### Exercise prompt
Every line below that holds the word "route" must be listed.

(Entries taken from a collection)
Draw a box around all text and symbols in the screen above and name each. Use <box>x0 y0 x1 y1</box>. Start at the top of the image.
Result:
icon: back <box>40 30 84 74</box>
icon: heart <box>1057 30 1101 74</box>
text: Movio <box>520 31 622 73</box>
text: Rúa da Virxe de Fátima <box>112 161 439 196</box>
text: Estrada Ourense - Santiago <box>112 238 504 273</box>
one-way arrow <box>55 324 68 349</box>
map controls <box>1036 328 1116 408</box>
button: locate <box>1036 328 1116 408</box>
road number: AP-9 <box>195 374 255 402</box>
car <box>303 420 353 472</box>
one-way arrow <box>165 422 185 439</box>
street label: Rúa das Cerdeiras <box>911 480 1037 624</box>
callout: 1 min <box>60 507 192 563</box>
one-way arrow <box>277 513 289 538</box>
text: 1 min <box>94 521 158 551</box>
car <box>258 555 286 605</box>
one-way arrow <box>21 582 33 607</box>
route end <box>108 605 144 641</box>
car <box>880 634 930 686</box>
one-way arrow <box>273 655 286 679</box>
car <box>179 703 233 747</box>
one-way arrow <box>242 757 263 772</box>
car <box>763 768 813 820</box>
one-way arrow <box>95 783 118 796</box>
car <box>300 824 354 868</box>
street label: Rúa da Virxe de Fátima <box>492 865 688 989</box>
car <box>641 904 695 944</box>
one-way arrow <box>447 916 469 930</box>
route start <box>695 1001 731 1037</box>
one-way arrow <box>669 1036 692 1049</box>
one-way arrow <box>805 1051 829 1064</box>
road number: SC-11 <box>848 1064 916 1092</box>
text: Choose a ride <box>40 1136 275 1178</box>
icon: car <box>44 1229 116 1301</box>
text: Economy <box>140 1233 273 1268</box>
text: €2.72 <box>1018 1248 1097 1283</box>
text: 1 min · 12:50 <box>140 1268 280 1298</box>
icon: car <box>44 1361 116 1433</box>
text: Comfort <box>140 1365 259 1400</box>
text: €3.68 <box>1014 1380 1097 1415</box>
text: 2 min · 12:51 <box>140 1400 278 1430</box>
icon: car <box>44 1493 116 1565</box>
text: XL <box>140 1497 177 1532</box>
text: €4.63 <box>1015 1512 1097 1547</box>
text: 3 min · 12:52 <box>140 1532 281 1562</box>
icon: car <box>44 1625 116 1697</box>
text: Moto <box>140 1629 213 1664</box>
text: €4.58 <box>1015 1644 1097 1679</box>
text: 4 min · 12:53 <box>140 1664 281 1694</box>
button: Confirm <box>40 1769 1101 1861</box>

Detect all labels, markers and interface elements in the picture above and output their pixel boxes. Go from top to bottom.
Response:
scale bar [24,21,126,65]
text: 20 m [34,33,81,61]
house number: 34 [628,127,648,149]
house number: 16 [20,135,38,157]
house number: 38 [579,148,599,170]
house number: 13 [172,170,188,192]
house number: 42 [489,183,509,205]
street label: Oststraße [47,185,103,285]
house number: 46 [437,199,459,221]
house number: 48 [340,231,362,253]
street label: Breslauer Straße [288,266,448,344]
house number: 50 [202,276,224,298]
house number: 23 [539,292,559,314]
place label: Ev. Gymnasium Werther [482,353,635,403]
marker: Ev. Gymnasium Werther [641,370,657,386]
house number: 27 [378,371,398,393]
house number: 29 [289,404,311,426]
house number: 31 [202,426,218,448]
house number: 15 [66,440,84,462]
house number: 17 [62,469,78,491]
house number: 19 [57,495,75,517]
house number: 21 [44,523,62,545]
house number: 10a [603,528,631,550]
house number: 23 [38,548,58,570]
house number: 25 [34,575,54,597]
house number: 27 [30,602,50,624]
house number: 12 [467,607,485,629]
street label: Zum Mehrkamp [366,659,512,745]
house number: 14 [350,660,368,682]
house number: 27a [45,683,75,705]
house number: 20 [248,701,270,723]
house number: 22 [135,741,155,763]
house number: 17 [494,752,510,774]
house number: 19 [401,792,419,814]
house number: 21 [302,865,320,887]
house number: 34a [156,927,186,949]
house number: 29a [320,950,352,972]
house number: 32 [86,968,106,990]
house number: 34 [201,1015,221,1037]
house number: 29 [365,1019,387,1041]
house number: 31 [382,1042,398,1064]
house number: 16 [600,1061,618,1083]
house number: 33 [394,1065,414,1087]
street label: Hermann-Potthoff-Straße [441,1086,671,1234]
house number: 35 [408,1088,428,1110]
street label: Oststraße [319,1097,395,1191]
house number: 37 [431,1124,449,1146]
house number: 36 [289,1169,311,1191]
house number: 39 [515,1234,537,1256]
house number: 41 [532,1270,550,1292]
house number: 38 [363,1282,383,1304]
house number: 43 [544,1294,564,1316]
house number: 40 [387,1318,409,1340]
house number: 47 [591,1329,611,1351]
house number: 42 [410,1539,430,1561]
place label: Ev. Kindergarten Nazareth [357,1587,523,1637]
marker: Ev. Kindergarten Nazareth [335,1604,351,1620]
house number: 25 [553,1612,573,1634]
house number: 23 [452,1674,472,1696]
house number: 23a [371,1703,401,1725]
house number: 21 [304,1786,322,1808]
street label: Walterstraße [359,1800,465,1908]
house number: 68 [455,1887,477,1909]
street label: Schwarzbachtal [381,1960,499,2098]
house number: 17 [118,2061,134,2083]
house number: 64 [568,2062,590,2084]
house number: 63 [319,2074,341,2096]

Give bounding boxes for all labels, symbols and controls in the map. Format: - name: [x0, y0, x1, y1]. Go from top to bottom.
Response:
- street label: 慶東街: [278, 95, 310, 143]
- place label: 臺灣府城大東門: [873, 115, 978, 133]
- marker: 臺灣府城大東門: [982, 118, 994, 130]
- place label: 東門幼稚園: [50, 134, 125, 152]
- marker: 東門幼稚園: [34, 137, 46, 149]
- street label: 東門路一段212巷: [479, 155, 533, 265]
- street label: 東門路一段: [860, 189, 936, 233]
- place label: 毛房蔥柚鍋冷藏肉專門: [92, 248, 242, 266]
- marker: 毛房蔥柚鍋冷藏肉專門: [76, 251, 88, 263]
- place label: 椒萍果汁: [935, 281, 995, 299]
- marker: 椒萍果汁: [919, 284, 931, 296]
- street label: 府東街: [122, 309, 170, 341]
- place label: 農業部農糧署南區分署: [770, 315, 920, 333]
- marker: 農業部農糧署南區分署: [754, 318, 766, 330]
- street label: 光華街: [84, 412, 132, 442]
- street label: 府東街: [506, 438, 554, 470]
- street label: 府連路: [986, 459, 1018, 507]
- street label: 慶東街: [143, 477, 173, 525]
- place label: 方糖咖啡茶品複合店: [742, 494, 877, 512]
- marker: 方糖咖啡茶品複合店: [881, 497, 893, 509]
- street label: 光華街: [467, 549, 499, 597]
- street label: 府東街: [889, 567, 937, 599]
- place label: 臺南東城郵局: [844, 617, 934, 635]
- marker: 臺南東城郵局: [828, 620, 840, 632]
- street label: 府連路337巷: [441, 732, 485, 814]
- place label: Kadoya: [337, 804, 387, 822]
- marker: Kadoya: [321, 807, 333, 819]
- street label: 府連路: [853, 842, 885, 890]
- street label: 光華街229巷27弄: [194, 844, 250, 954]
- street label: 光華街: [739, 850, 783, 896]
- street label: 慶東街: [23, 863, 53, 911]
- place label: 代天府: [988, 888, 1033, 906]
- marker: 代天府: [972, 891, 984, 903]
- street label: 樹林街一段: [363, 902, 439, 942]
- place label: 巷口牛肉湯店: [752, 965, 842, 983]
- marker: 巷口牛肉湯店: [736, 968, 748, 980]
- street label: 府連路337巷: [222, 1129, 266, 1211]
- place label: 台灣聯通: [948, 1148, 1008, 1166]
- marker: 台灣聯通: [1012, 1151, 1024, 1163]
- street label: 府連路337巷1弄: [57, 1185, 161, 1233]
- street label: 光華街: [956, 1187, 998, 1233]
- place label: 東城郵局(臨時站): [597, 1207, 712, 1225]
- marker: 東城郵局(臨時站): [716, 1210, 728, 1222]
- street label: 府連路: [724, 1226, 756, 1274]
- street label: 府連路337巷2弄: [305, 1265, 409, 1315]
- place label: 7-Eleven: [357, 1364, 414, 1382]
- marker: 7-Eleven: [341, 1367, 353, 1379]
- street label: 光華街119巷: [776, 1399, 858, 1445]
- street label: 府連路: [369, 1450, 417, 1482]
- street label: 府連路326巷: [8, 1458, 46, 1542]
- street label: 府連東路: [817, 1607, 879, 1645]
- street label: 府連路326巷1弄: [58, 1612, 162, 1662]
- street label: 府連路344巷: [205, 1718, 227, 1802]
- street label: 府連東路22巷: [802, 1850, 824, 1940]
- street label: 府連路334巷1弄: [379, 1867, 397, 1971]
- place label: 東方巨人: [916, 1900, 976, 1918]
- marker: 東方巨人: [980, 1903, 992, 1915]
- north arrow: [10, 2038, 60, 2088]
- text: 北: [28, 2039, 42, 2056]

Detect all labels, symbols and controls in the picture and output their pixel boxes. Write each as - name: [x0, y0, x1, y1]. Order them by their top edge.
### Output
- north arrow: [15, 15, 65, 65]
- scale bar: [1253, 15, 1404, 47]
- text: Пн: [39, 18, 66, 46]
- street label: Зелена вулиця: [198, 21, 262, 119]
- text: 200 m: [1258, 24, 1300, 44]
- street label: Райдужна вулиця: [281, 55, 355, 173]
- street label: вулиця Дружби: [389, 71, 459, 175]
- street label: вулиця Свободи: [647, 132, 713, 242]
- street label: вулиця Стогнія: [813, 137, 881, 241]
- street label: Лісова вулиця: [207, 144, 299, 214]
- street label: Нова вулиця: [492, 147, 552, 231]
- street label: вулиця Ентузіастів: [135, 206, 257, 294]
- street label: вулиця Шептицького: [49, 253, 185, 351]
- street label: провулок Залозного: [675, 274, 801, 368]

### Answer to this problem
route end <box>108 605 144 641</box>
route start <box>695 1001 731 1037</box>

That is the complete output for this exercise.